会場が暑かったのか自分の前にあった小さい扇風機を回そうとするとコンセントが入っていないという展開(笑)Jメンが素早く出て来て対処。袖からずっとご覧になってて、民生の一挙手一投足に集中しておられた感じ。かっこよかったん

★アコギ1

「今回の曲はね、ここからアコギを何本も使って音を重ねていきます」おおお。

全体にわたって同じフレーズを繰り返す。ギターが入るとやっぱり途端に曲の色が出てくる感じがしますね。なんかこう・・・延々と一本道を走っていくような・・・(貧困な語彙)。1回流して全体を聞き返すときとか、民生が机を手ドラムでパタパタ叩いてて、あーやっぱこういう仕草するんだなみんな、と思いました

★アコギ2

うしろに立てかけてあるたくさんのギターの中から「じゃあこれで」。「アコギなんだけど、これ、弦はエレキギターの弦を張ってるんです。
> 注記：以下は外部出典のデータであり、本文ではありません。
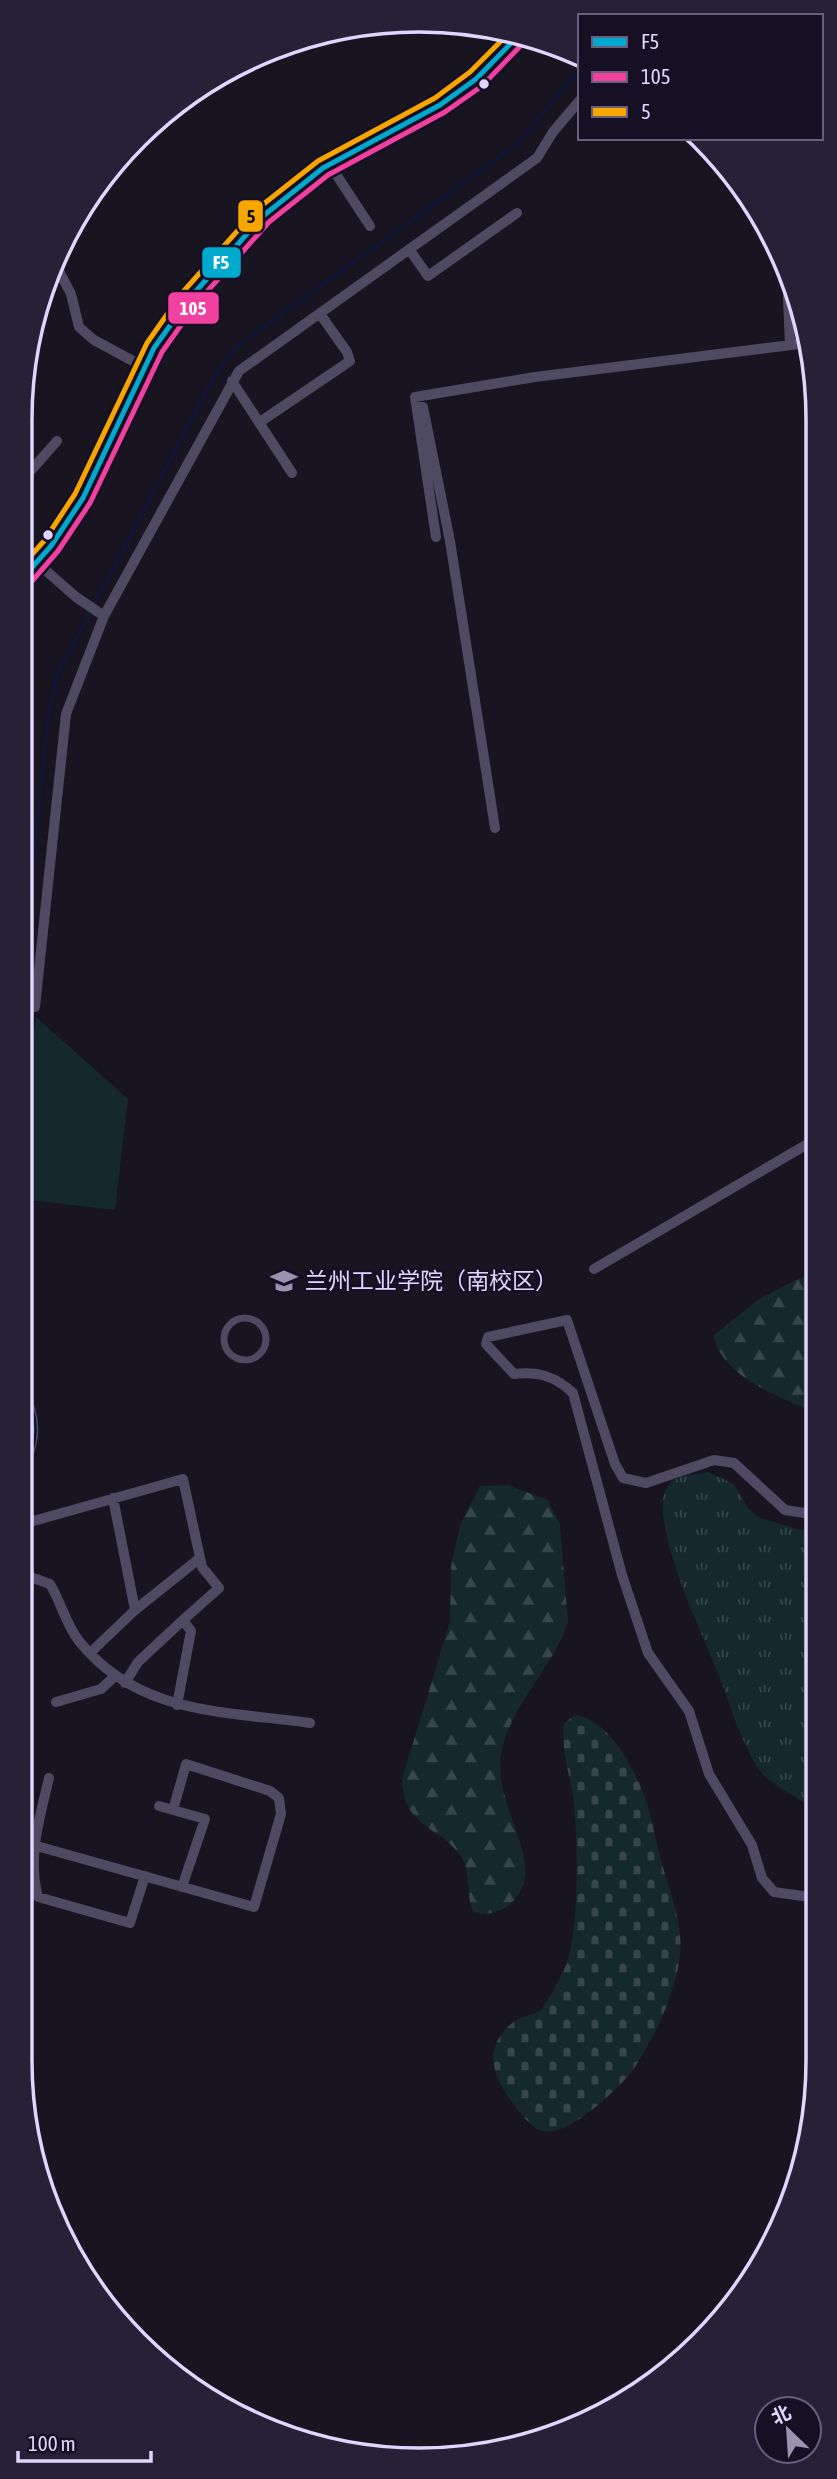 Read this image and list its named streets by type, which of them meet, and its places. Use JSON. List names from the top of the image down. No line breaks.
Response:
{"places":{"school or university":["兰州工业学院（南校区）"]},"lines":["transit line 5","transit line F5","transit line 105"],"legend":["F5","105","5"],"scale_bar":"100 m","north":"top left"}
こいつの良いところはね・・・やすっちい音がするところ(笑)ギター自体は高いんだけどね!」

さっきの1のアコギよりも音が太い。別にエレキっぽい音がする訳じゃなくて(当たり前か)アコギなんだけどガシガシ鳴ってる感じの音。これも全編にわたって入れる。このギターの時だったかな、本日初めてのパンチインで2カ所ほどお直し。この作業見たとき思ったけど、パンチインとかあっという間なのな!え?いつ繋いだの?つーか、なんでこんなあっさり繋がるの?みたいな。デジタルすげーなおい(そんな感想かよ)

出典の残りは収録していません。